The full set of entries below must be returned exactly as shown.
START EXCERPTED RECORDS
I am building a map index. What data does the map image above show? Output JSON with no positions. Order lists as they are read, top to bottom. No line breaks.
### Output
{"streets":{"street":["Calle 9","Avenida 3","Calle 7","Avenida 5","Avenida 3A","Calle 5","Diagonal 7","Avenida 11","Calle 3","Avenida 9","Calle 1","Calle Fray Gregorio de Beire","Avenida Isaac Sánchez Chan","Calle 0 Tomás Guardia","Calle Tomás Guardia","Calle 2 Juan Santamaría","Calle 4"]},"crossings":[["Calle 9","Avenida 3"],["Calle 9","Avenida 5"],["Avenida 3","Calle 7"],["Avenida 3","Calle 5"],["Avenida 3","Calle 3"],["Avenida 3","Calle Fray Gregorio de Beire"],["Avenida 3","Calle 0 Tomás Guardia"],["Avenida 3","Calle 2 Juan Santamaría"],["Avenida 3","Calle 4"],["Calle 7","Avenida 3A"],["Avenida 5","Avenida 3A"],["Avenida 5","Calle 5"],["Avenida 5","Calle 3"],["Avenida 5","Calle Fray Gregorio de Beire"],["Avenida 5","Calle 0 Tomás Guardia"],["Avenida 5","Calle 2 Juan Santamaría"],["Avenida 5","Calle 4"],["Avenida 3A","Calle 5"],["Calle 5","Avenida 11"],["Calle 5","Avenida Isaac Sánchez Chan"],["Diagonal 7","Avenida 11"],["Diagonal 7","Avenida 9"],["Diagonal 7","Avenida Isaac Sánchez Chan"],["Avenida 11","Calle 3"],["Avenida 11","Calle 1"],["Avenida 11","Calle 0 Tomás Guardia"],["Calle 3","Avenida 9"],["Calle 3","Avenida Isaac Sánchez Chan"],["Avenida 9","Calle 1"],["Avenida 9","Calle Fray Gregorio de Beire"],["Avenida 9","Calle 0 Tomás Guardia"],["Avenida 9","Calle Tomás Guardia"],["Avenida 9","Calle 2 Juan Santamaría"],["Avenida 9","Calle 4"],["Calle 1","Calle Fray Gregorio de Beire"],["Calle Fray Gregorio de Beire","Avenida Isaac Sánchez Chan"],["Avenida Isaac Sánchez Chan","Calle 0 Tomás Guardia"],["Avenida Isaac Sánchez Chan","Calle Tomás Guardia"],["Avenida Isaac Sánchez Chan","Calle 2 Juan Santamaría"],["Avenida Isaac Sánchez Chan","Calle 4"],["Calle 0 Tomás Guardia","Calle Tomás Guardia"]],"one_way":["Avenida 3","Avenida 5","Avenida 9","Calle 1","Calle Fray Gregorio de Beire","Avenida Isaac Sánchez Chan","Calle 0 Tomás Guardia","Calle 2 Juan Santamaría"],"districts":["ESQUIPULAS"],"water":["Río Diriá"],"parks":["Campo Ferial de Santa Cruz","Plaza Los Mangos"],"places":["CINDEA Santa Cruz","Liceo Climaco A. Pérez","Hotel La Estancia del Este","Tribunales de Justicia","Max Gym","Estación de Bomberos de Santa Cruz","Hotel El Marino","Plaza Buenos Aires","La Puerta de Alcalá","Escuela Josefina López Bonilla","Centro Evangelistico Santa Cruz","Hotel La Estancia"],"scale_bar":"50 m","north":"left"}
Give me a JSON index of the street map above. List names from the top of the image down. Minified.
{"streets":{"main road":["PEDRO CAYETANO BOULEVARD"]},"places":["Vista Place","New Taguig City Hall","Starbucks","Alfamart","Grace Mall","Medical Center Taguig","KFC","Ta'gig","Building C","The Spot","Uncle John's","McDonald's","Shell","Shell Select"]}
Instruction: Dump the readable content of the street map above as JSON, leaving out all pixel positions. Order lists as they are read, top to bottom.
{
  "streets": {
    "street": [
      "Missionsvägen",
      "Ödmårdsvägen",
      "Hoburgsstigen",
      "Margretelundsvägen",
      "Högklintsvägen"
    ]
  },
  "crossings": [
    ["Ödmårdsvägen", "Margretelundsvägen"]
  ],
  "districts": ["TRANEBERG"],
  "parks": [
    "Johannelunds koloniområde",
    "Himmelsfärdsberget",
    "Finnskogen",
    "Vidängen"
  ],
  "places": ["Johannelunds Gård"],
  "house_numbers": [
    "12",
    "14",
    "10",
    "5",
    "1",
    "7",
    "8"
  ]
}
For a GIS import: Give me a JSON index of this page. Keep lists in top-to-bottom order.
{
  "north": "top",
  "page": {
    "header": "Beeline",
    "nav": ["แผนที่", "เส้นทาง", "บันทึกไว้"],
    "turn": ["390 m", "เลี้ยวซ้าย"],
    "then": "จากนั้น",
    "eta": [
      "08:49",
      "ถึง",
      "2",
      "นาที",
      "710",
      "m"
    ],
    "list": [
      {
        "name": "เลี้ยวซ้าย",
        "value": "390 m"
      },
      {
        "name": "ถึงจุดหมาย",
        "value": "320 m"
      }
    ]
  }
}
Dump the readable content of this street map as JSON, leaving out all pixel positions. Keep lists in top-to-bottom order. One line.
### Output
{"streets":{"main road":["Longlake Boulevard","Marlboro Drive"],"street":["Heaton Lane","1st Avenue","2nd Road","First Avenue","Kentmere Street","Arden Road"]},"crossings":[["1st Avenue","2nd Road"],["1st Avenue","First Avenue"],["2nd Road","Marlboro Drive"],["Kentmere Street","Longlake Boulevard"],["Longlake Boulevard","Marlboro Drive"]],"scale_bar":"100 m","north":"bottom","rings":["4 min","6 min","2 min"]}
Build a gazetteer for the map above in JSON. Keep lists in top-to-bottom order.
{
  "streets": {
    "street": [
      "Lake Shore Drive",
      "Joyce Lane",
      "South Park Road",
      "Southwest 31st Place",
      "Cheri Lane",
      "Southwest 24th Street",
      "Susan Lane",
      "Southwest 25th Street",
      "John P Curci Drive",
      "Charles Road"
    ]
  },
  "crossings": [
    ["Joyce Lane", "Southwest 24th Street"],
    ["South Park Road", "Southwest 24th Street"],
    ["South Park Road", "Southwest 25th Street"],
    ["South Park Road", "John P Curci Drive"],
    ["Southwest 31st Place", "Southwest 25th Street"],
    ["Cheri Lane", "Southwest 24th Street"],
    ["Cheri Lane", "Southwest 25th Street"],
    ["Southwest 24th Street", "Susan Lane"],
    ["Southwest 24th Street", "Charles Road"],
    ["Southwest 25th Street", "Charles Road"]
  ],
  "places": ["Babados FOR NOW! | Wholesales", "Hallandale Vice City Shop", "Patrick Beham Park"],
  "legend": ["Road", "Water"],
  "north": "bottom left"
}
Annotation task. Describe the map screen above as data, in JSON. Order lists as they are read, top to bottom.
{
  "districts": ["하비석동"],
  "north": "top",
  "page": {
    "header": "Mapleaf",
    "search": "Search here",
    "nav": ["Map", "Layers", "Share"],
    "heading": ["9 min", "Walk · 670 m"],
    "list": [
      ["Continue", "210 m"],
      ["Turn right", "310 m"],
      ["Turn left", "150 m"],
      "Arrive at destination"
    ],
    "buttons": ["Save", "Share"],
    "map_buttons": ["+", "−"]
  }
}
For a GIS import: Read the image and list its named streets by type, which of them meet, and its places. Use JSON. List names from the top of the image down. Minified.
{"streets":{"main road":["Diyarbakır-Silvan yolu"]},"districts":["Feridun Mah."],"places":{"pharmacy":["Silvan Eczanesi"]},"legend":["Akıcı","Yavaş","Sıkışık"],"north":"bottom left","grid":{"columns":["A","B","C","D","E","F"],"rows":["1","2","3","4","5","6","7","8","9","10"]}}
END EXCERPTED RECORDS
EXPECTED OUTPUT:
I am building a map index. What data does the map image above show? Output JSON with no positions. Order lists as they are read, top to bottom. No line breaks.
### Output
{"streets":{"street":["Calle 9","Avenida 3","Calle 7","Avenida 5","Avenida 3A","Calle 5","Diagonal 7","Avenida 11","Calle 3","Avenida 9","Calle 1","Calle Fray Gregorio de Beire","Avenida Isaac Sánchez Chan","Calle 0 Tomás Guardia","Calle Tomás Guardia","Calle 2 Juan Santamaría","Calle 4"]},"crossings":[["Calle 9","Avenida 3"],["Calle 9","Avenida 5"],["Avenida 3","Calle 7"],["Avenida 3","Calle 5"],["Avenida 3","Calle 3"],["Avenida 3","Calle Fray Gregorio de Beire"],["Avenida 3","Calle 0 Tomás Guardia"],["Avenida 3","Calle 2 Juan Santamaría"],["Avenida 3","Calle 4"],["Calle 7","Avenida 3A"],["Avenida 5","Avenida 3A"],["Avenida 5","Calle 5"],["Avenida 5","Calle 3"],["Avenida 5","Calle Fray Gregorio de Beire"],["Avenida 5","Calle 0 Tomás Guardia"],["Avenida 5","Calle 2 Juan Santamaría"],["Avenida 5","Calle 4"],["Avenida 3A","Calle 5"],["Calle 5","Avenida 11"],["Calle 5","Avenida Isaac Sánchez Chan"],["Diagonal 7","Avenida 11"],["Diagonal 7","Avenida 9"],["Diagonal 7","Avenida Isaac Sánchez Chan"],["Avenida 11","Calle 3"],["Avenida 11","Calle 1"],["Avenida 11","Calle 0 Tomás Guardia"],["Calle 3","Avenida 9"],["Calle 3","Avenida Isaac Sánchez Chan"],["Avenida 9","Calle 1"],["Avenida 9","Calle Fray Gregorio de Beire"],["Avenida 9","Calle 0 Tomás Guardia"],["Avenida 9","Calle Tomás Guardia"],["Avenida 9","Calle 2 Juan Santamaría"],["Avenida 9","Calle 4"],["Calle 1","Calle Fray Gregorio de Beire"],["Calle Fray Gregorio de Beire","Avenida Isaac Sánchez Chan"],["Avenida Isaac Sánchez Chan","Calle 0 Tomás Guardia"],["Avenida Isaac Sánchez Chan","Calle Tomás Guardia"],["Avenida Isaac Sánchez Chan","Calle 2 Juan Santamaría"],["Avenida Isaac Sánchez Chan","Calle 4"],["Calle 0 Tomás Guardia","Calle Tomás Guardia"]],"one_way":["Avenida 3","Avenida 5","Avenida 9","Calle 1","Calle Fray Gregorio de Beire","Avenida Isaac Sánchez Chan","Calle 0 Tomás Guardia","Calle 2 Juan Santamaría"],"districts":["ESQUIPULAS"],"water":["Río Diriá"],"parks":["Campo Ferial de Santa Cruz","Plaza Los Mangos"],"places":["CINDEA Santa Cruz","Liceo Climaco A. Pérez","Hotel La Estancia del Este","Tribunales de Justicia","Max Gym","Estación de Bomberos de Santa Cruz","Hotel El Marino","Plaza Buenos Aires","La Puerta de Alcalá","Escuela Josefina López Bonilla","Centro Evangelistico Santa Cruz","Hotel La Estancia"],"scale_bar":"50 m","north":"left"}
Give me a JSON index of the street map above. List names from the top of the image down. Minified.
{"streets":{"main road":["PEDRO CAYETANO BOULEVARD"]},"places":["Vista Place","New Taguig City Hall","Starbucks","Alfamart","Grace Mall","Medical Center Taguig","KFC","Ta'gig","Building C","The Spot","Uncle John's","McDonald's","Shell","Shell Select"]}
Instruction: Dump the readable content of the street map above as JSON, leaving out all pixel positions. Order lists as they are read, top to bottom.
{
  "streets": {
    "street": [
      "Missionsvägen",
      "Ödmårdsvägen",
      "Hoburgsstigen",
      "Margretelundsvägen",
      "Högklintsvägen"
    ]
  },
  "crossings": [
    ["Ödmårdsvägen", "Margretelundsvägen"]
  ],
  "districts": ["TRANEBERG"],
  "parks": [
    "Johannelunds koloniområde",
    "Himmelsfärdsberget",
    "Finnskogen",
    "Vidängen"
  ],
  "places": ["Johannelunds Gård"],
  "house_numbers": [
    "12",
    "14",
    "10",
    "5",
    "1",
    "7",
    "8"
  ]
}
For a GIS import: Give me a JSON index of this page. Keep lists in top-to-bottom order.
{
  "north": "top",
  "page": {
    "header": "Beeline",
    "nav": ["แผนที่", "เส้นทาง", "บันทึกไว้"],
    "turn": ["390 m", "เลี้ยวซ้าย"],
    "then": "จากนั้น",
    "eta": [
      "08:49",
      "ถึง",
      "2",
      "นาที",
      "710",
      "m"
    ],
    "list": [
      {
        "name": "เลี้ยวซ้าย",
        "value": "390 m"
      },
      {
        "name": "ถึงจุดหมาย",
        "value": "320 m"
      }
    ]
  }
}
Dump the readable content of this street map as JSON, leaving out all pixel positions. Keep lists in top-to-bottom order. One line.
### Output
{"streets":{"main road":["Longlake Boulevard","Marlboro Drive"],"street":["Heaton Lane","1st Avenue","2nd Road","First Avenue","Kentmere Street","Arden Road"]},"crossings":[["1st Avenue","2nd Road"],["1st Avenue","First Avenue"],["2nd Road","Marlboro Drive"],["Kentmere Street","Longlake Boulevard"],["Longlake Boulevard","Marlboro Drive"]],"scale_bar":"100 m","north":"bottom","rings":["4 min","6 min","2 min"]}
Build a gazetteer for the map above in JSON. Keep lists in top-to-bottom order.
{
  "streets": {
    "street": [
      "Lake Shore Drive",
      "Joyce Lane",
      "South Park Road",
      "Southwest 31st Place",
      "Cheri Lane",
      "Southwest 24th Street",
      "Susan Lane",
      "Southwest 25th Street",
      "John P Curci Drive",
      "Charles Road"
    ]
  },
  "crossings": [
    ["Joyce Lane", "Southwest 24th Street"],
    ["South Park Road", "Southwest 24th Street"],
    ["South Park Road", "Southwest 25th Street"],
    ["South Park Road", "John P Curci Drive"],
    ["Southwest 31st Place", "Southwest 25th Street"],
    ["Cheri Lane", "Southwest 24th Street"],
    ["Cheri Lane", "Southwest 25th Street"],
    ["Southwest 24th Street", "Susan Lane"],
    ["Southwest 24th Street", "Charles Road"],
    ["Southwest 25th Street", "Charles Road"]
  ],
  "places": ["Babados FOR NOW! | Wholesales", "Hallandale Vice City Shop", "Patrick Beham Park"],
  "legend": ["Road", "Water"],
  "north": "bottom left"
}
Annotation task. Describe the map screen above as data, in JSON. Order lists as they are read, top to bottom.
{
  "districts": ["하비석동"],
  "north": "top",
  "page": {
    "header": "Mapleaf",
    "search": "Search here",
    "nav": ["Map", "Layers", "Share"],
    "heading": ["9 min", "Walk · 670 m"],
    "list": [
      ["Continue", "210 m"],
      ["Turn right", "310 m"],
      ["Turn left", "150 m"],
      "Arrive at destination"
    ],
    "buttons": ["Save", "Share"],
    "map_buttons": ["+", "−"]
  }
}
For a GIS import: Read the image and list its named streets by type, which of them meet, and its places. Use JSON. List names from the top of the image down. Minified.
{"streets":{"main road":["Diyarbakır-Silvan yolu"]},"districts":["Feridun Mah."],"places":{"pharmacy":["Silvan Eczanesi"]},"legend":["Akıcı","Yavaş","Sıkışık"],"north":"bottom left","grid":{"columns":["A","B","C","D","E","F"],"rows":["1","2","3","4","5","6","7","8","9","10"]}}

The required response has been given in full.